Live Cyber Attack Lab 🎯 Watch our IR team detect & respond to a rogue insider trying to steal data! Choose a Session


[Podcast] Statistician Kaiser Fung: Investigate The Process Behind A Numerical Finding (Part 1)

IT Pros


Leave a review for our podcast & we'll send you a pack of infosec cards.

In the business world, if we’re looking for actionable insights, many think it’s found using an algorithm.

However, statistician Kaiser Fung disagrees. With degrees in engineering, statistics, and an MBA from Harvard, Fung believes that both algorithms and humans are needed, as the sum is greater than its individual parts.

Moreover, the worldview he suggests one should cultivate is numbersense. How? When presented with a numerical finding, go the extra mile and investigate the methodology, biases, and sources.

For more tips, listen to part one of our interview with Kaiser as he uses recent headlines to dissect the problems with how data is analyzed and presented to the general public.
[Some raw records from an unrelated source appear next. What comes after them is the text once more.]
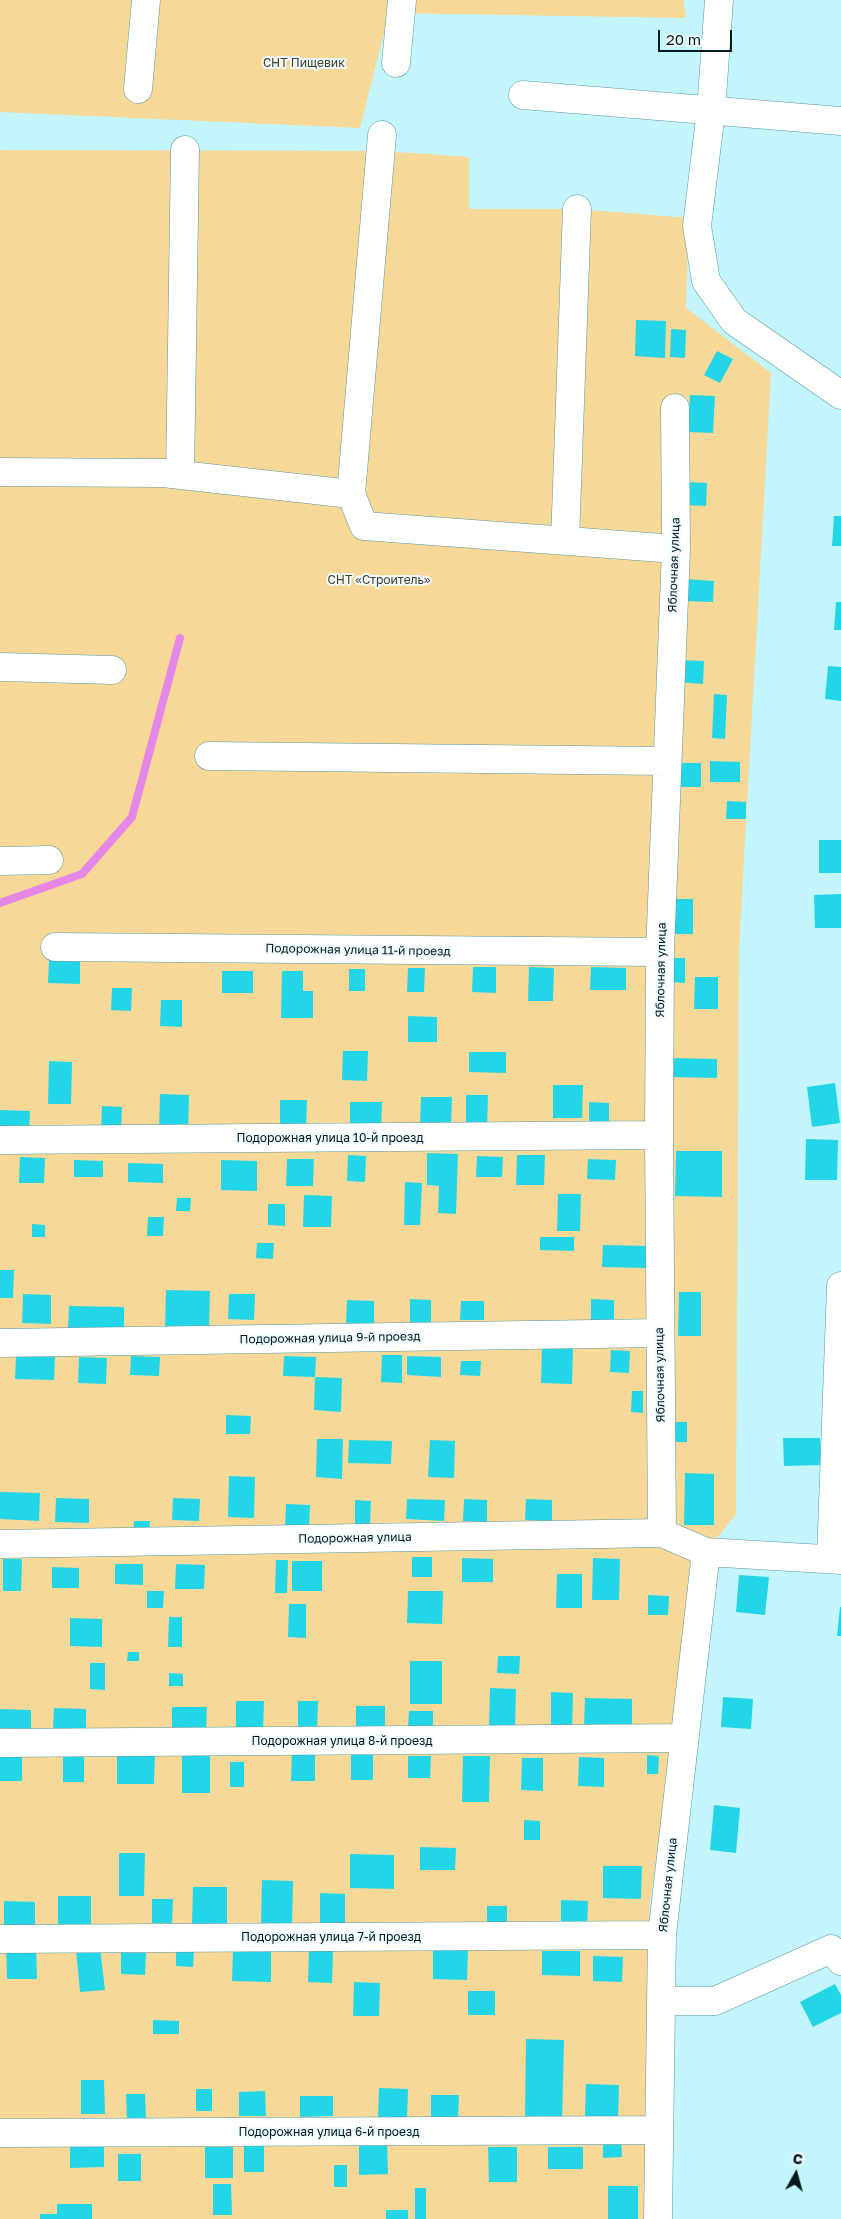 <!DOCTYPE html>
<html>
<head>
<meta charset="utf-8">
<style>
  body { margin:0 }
  #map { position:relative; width:841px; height:2219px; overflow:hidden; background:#c2f6fc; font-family:"Golos Text",sans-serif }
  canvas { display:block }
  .north { position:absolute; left:771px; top:2149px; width:50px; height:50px; -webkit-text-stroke:4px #eefbfd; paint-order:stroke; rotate:7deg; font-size:14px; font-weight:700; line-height:20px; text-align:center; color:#00191c }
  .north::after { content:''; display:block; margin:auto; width:18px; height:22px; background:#00191c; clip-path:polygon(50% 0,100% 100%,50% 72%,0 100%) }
  .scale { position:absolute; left:658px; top:30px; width:74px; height:22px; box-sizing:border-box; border:2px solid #00191c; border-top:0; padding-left:6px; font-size:15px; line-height:18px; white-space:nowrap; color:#00191c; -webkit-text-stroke:4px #eefbfd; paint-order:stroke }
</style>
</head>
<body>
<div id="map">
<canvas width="841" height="2219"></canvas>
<div class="north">С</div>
<div class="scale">20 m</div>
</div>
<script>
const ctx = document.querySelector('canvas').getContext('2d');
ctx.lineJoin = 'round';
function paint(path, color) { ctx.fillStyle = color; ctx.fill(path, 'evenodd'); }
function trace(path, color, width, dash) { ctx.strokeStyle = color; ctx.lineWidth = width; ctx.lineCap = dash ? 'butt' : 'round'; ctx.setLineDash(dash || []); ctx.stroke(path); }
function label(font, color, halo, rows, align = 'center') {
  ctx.font = font + ' "Golos Text",sans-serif'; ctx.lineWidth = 4; ctx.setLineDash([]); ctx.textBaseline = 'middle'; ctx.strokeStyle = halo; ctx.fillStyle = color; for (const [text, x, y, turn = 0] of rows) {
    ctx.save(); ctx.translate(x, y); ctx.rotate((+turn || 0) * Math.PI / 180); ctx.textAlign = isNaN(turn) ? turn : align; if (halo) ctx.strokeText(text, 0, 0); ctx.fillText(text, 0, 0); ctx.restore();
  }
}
const green = new Path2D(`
  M 0,0 L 683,0 L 686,18 L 389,13 L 360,128 L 0,112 Z
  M 0,150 L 383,151 L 469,157 L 469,209 L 577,209 L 689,218 L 686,308 L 771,373 L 739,947 L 736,1514 L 696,1565 L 649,1910 L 653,2219 L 0,2219 Z`);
const stream = new Path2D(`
  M 0,903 L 82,874 L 132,817 L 180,638`);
const building = new Path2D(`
  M 636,320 L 666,321 L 665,358 L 635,356 Z
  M 671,329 L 686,330 L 685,358 L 670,357 Z
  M 717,351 L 733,359 L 720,383 L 704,375 Z
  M 690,395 L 715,396 L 713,433 L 688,432 Z
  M 686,482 L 707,483 L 706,506 L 685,505 Z
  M 834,516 L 841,516 L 841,546 L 832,546 Z
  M 685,579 L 714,581 L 713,602 L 684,601 Z
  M 836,602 L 841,602 L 841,630 L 834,630 Z
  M 680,660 L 704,661 L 703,684 L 679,682 Z
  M 828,666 L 841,667 L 841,701 L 825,699 Z
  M 714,694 L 727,695 L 725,739 L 712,738 Z
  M 710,761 L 740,762 L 740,782 L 710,782 Z
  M 679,763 L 701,763 L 701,787 L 678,787 Z
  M 727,801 L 746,802 L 746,819 L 726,819 Z
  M 819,840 L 841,840 L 841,873 L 819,873 Z
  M 841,894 L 841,928 L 815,928 L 814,895 Z
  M 670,899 L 693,899 L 693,934 L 670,934 Z
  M 669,958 L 685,958 L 685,983 L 669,982 Z
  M 49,960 L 80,961 L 80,984 L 48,983 Z
  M 473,967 L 496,967 L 496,993 L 472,992 Z
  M 529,967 L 554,968 L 553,1001 L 528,1001 Z
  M 591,967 L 626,968 L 626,990 L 590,990 Z
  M 408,968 L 425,968 L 424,992 L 407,992 Z
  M 349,969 L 365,969 L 365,991 L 349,991 Z
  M 222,971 L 253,971 L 253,993 L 222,993 Z
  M 282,971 L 303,971 L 303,991 L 313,991 L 313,1018 L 281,1018 Z
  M 695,977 L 718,977 L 718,1009 L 694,1009 Z
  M 112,988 L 132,988 L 131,1011 L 111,1010 Z
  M 161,1000 L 182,1000 L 182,1027 L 160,1026 Z
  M 408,1016 L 437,1017 L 437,1042 L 408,1042 Z
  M 343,1051 L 368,1051 L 367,1081 L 342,1080 Z
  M 469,1052 L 506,1052 L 506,1073 L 469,1072 Z
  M 672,1058 L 717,1059 L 717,1078 L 671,1077 Z
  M 49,1061 L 72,1062 L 71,1104 L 48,1104 Z
  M 835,1083 L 840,1123 L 812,1127 L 807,1087 Z
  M 553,1085 L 583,1085 L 582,1118 L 553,1118 Z
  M 160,1094 L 189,1095 L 188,1132 L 159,1131 Z
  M 466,1095 L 488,1095 L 487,1127 L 466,1126 Z
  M 421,1097 L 452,1097 L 451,1126 L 420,1126 Z
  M 280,1100 L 307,1100 L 306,1131 L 280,1131 Z
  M 350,1102 L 382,1102 L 381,1130 L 350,1130 Z
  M 589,1102 L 609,1103 L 609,1126 L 589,1126 Z
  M 102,1106 L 122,1107 L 121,1131 L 101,1131 Z
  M 0,1110 L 30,1111 L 29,1135 L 0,1134 Z
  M 806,1139 L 838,1140 L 837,1180 L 805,1180 Z
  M 676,1151 L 722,1151 L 722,1197 L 675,1196 Z
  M 427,1153 L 458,1154 L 456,1214 L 438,1213 L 439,1186 L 427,1185 Z
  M 348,1155 L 366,1156 L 365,1182 L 347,1181 Z
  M 517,1155 L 545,1155 L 544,1185 L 516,1185 Z
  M 477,1156 L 503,1157 L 502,1177 L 476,1177 Z
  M 20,1157 L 45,1158 L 44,1183 L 19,1183 Z
  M 287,1159 L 314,1159 L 313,1186 L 286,1186 Z
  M 588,1159 L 616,1160 L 615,1180 L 587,1179 Z
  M 74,1160 L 103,1161 L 103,1177 L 74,1177 Z
  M 221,1160 L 257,1161 L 257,1191 L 221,1190 Z
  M 128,1163 L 163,1164 L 163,1183 L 128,1182 Z
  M 405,1182 L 422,1183 L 420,1225 L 404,1225 Z
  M 558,1194 L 581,1194 L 580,1231 L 557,1231 Z
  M 304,1195 L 332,1196 L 331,1227 L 303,1227 Z
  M 177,1198 L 191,1198 L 190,1211 L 176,1211 Z
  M 268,1204 L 285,1204 L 285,1226 L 268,1225 Z
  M 148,1217 L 164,1217 L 163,1236 L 147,1236 Z
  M 32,1224 L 45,1225 L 45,1237 L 32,1237 Z
  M 540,1237 L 574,1237 L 574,1251 L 540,1250 Z
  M 257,1243 L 274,1243 L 273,1259 L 256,1258 Z
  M 603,1245 L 649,1246 L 649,1268 L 602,1267 Z
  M 0,1270 L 14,1270 L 13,1298 L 0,1298 Z
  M 166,1290 L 210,1291 L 209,1328 L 165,1327 Z
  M 679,1292 L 701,1292 L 701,1336 L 678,1336 Z
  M 23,1294 L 51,1295 L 51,1324 L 22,1323 Z
  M 229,1294 L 255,1294 L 254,1320 L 228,1319 Z
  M 410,1299 L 431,1300 L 431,1323 L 410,1322 Z
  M 591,1299 L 614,1300 L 614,1323 L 591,1322 Z
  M 347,1300 L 374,1301 L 374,1325 L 346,1324 Z
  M 461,1301 L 484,1301 L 484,1320 L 460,1320 Z
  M 69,1306 L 124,1307 L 124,1333 L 68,1330 Z
  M 542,1347 L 573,1348 L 572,1384 L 541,1383 Z
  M 611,1350 L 630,1351 L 629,1373 L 610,1372 Z
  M 382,1355 L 402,1355 L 402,1383 L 381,1382 Z
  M 16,1356 L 55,1357 L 54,1380 L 15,1379 Z
  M 131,1356 L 160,1357 L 159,1376 L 130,1375 Z
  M 284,1356 L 316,1357 L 315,1377 L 342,1378 L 341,1412 L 314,1410 L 315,1377 L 283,1376 Z
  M 407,1356 L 441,1357 L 441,1377 L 407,1375 Z
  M 79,1357 L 107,1358 L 106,1384 L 78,1383 Z
  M 461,1361 L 481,1361 L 480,1376 L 460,1375 Z
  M 632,1391 L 643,1391 L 643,1413 L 631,1412 Z
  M 226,1415 L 251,1416 L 250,1434 L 226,1434 Z
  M 671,1422 L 687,1422 L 687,1442 L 671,1442 Z
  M 783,1438 L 820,1438 L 821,1465 L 784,1466 Z
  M 317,1439 L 343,1439 L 342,1479 L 316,1477 Z
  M 349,1440 L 392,1441 L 391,1464 L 348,1463 Z
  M 430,1440 L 455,1441 L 454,1478 L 428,1477 Z
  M 685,1473 L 714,1474 L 714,1525 L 684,1525 Z
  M 229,1476 L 255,1477 L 254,1518 L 228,1517 Z
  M 0,1492 L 40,1493 L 39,1521 L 0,1519 Z
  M 56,1498 L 89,1499 L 89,1523 L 55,1522 Z
  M 173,1498 L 200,1499 L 199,1521 L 172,1520 Z
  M 407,1499 L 445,1500 L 444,1521 L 406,1519 Z
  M 464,1499 L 487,1500 L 487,1522 L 463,1521 Z
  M 526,1499 L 552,1500 L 552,1521 L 525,1520 Z
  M 355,1500 L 371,1501 L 370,1526 L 355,1525 Z
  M 286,1504 L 310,1505 L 309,1529 L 285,1528 Z
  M 134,1521 L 150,1521 L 149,1536 L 133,1535 Z
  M 412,1557 L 432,1557 L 432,1577 L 412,1577 Z
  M 462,1558 L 493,1559 L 493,1582 L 462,1582 Z
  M 593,1558 L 620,1559 L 619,1600 L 592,1600 Z
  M 3,1559 L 22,1559 L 21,1591 L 3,1591 Z
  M 276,1560 L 288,1560 L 287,1593 L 275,1593 Z
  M 292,1561 L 322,1561 L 322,1591 L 292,1591 Z
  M 115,1564 L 143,1564 L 143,1585 L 115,1584 Z
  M 176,1564 L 205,1565 L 204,1589 L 175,1589 Z
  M 52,1567 L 79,1568 L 79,1588 L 52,1588 Z
  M 557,1574 L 582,1574 L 582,1608 L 556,1608 Z
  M 739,1575 L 769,1577 L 765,1615 L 736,1612 Z
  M 147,1591 L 164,1591 L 163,1608 L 147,1608 Z
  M 408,1591 L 443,1591 L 442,1624 L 407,1623 Z
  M 648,1595 L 669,1596 L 668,1615 L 648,1615 Z
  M 289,1604 L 306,1604 L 306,1638 L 288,1637 Z
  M 840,1607 L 841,1607 L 841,1636 L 837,1636 Z
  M 169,1617 L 182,1617 L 182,1647 L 168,1647 Z
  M 70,1618 L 102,1619 L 102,1647 L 70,1646 Z
  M 128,1652 L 139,1652 L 139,1661 L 127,1661 Z
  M 498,1656 L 520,1656 L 519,1674 L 497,1673 Z
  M 410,1661 L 442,1661 L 442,1704 L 410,1704 Z
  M 90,1663 L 105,1663 L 105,1690 L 90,1689 Z
  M 169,1673 L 183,1674 L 183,1686 L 169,1686 Z
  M 490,1688 L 516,1689 L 515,1728 L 489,1728 Z
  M 551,1692 L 573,1693 L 572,1730 L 551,1729 Z
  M 723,1697 L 753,1699 L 751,1729 L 721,1727 Z
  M 585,1698 L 632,1699 L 632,1729 L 584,1728 Z
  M 236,1701 L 264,1701 L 263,1732 L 236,1731 Z
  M 298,1701 L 318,1701 L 317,1731 L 298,1731 Z
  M 356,1706 L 385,1706 L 385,1729 L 356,1728 Z
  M 172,1707 L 207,1707 L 206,1732 L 172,1732 Z
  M 54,1708 L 86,1709 L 86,1729 L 53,1728 Z
  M 0,1709 L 31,1710 L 31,1729 L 0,1728 Z
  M 409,1711 L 433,1711 L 433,1729 L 408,1729 Z
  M 0,1750 L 22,1750 L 22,1781 L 0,1781 Z
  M 292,1751 L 315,1751 L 315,1781 L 291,1781 Z
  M 117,1752 L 155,1752 L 154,1784 L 117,1784 Z
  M 63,1755 L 84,1756 L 84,1782 L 63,1782 Z
  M 351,1755 L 373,1755 L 373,1780 L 351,1780 Z
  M 647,1755 L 659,1756 L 658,1774 L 647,1774 Z
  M 182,1756 L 210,1756 L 210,1793 L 182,1793 Z
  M 408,1756 L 431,1756 L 430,1778 L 408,1778 Z
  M 463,1756 L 490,1756 L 489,1802 L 462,1802 Z
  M 579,1757 L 604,1758 L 604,1787 L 578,1786 Z
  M 522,1758 L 543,1758 L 543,1791 L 521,1790 Z
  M 230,1762 L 244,1762 L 244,1787 L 230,1787 Z
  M 714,1805 L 740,1808 L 736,1853 L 710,1850 Z
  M 524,1820 L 540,1821 L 540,1840 L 524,1840 Z
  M 420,1847 L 456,1848 L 455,1870 L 420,1870 Z
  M 119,1853 L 145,1853 L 144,1896 L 119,1896 Z
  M 350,1854 L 394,1855 L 394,1889 L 350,1888 Z
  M 603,1866 L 642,1866 L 641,1899 L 603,1898 Z
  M 262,1880 L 293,1881 L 292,1926 L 261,1925 Z
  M 193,1887 L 227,1887 L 227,1924 L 192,1924 Z
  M 320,1893 L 345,1894 L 345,1928 L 320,1928 Z
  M 58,1896 L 91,1896 L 91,1926 L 58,1925 Z
  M 152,1899 L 173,1899 L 172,1923 L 152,1923 Z
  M 561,1900 L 588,1901 L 587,1930 L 561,1930 Z
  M 4,1901 L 35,1902 L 35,1928 L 4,1927 Z
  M 487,1906 L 507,1906 L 507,1927 L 487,1927 Z
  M 6,1946 L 36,1946 L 37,1979 L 7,1979 Z
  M 100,1948 L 105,1990 L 80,1992 L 76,1950 Z
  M 433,1948 L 468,1949 L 467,1980 L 433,1979 Z
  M 233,1949 L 271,1950 L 271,1982 L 232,1981 Z
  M 309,1949 L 333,1950 L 332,1983 L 308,1982 Z
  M 542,1951 L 580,1951 L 580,1976 L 542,1975 Z
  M 121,1952 L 146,1953 L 145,1975 L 121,1974 Z
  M 176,1952 L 194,1952 L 193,1967 L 176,1966 Z
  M 593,1956 L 623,1957 L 622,1982 L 593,1981 Z
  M 354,1982 L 380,1983 L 379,2016 L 353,2016 Z
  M 835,1984 L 841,1995 L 841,2013 L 813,2027 L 800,2002 Z
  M 468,1991 L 495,1991 L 495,2015 L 468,2015 Z
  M 153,2020 L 179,2021 L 179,2034 L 153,2034 Z
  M 526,2039 L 564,2040 L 562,2122 L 525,2121 Z
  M 81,2080 L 104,2080 L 105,2114 L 81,2114 Z
  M 586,2084 L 619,2085 L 618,2117 L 585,2116 Z
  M 379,2088 L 408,2089 L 407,2118 L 378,2117 Z
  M 196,2089 L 212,2089 L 212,2111 L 196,2111 Z
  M 265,2091 L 266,2116 L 239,2116 L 239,2092 Z
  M 126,2094 L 145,2094 L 146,2119 L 127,2120 Z
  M 431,2095 L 459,2095 L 458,2119 L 431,2118 Z
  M 300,2096 L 333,2096 L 333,2116 L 300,2117 Z
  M 603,2137 L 621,2137 L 622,2157 L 603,2158 Z
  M 387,2141 L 388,2174 L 359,2175 L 359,2142 Z
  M 70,2142 L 104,2142 L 104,2167 L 70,2168 Z
  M 244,2145 L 264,2145 L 264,2172 L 244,2172 Z
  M 205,2147 L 233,2147 L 233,2178 L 205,2178 Z
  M 488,2147 L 517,2147 L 517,2182 L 489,2182 Z
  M 548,2147 L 583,2147 L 583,2169 L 548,2169 Z
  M 118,2154 L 141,2154 L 141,2181 L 118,2181 Z
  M 334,2165 L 347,2165 L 347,2187 L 334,2187 Z
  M 213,2184 L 231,2184 L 232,2215 L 213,2215 Z
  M 608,2186 L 638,2186 L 638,2219 L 608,2219 Z
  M 415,2188 L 426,2188 L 426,2219 L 415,2219 Z
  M 57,2204 L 92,2204 L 92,2219 L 40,2219 L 40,2214 L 57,2214 Z
  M 386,2210 L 408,2210 L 408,2219 L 386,2219 Z`);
const minor = new Path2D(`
  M 719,0 L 711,111 L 697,226 L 706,281 L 734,321 L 841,395
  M 396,63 L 402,0
  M 138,89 L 146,0
  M 523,95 L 841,121
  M 0,472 L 163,473 L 351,494 L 364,526 L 676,549
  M 180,475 L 185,150
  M 351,494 L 382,135
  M 565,541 L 577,209
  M 0,667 L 112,670
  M 209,756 L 666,761
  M 0,861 L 49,860
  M 55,947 L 660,952
  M 0,1140 L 659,1135
  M 0,1343 L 660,1333
  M 662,1533 L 659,1135 L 660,952 L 676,549 L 675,408
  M 0,1544 L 662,1533 L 706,1552 L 841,1560
  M 831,1558 L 841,1286
  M 0,1743 L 684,1738
  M 0,1939 L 662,1935
  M 661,2001 L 715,2001 L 831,1949 L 841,1961
  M 0,2133 L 659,2130
  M 658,2219 L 662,1935 L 706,1552`);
const parkNames = [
  ["СНТ Пищевик",304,63],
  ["СНТ «Строитель»",379,580]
];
const streetNames = [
  ["Яблочная улица",674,565,-88],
  ["Подорожная улица 11-й проезд",358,950,1],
  ["Яблочная улица",661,970,-89],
  ["Подорожная улица 10-й проезд",330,1138],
  ["Подорожная улица 9-й проезд",330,1338,-1],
  ["Яблочная улица",660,1375,-91],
  ["Подорожная улица",355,1538,-1],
  ["Подорожная улица 8-й проезд",342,1741],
  ["Яблочная улица",668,1885,-84],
  ["Подорожная улица 7-й проезд",331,1937],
  ["Подорожная улица 6-й проезд",329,2132]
];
paint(green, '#f8d896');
trace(stream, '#e487e8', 8);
paint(building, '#22d6e8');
trace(minor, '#57979f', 29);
trace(minor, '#fff', 28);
label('12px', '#483d26', '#eefbfd', parkNames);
label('12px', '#00191c', '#eefbfd', streetNames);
</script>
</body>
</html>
Cindy Ng: Numbersense essentially teaches us how to make simple sense out of complex statistics. However, statistician Kaiser Fung said that cultivating numbersense isn’t something you can learn in a book. But there are three things you can do. First is you shouldn’t take published data as face value. Second, is to know what questions to ask. And third is to have a nose for doctored statistics.

And so, the first bullet is you shouldn’t take published data at face value. And so like to me, that means it takes more time to get to the truth that matters, to the matter, to the issue at hand. And I’m wondering also like to what extent does the volume of data, big data, affects fidelity because that certainly affects your final result?

Kaiser Fung: There are lots of aspects to this. I would say, let’s start with the idea that, well it’s kind of a hopeless situation because you pretty much have to replicate everything or check everything that somebody has done in order to decide whether you want to believe the work or not. I would say, well, in a way that’s true but then over time you develop kind of a shortcut. Then part of it is that if you have done your homework on one type of study, then you could apply all the lessons very easily to a different study that we don’t have to actually repeat all that.

And also organizations and research groups tend to favors certain types of methodologies. So once you’ve understood what they are actually doing and what are the assumptions behind the methodologies, then you could…you know, you have developed some idea about whether if you’re a believer in the assumptions or their method. Also the time, you know I have certain people who’s work I have come to appreciate. I’ve studied their work, they share some of my own beliefs about how do you read data and how to analyze data.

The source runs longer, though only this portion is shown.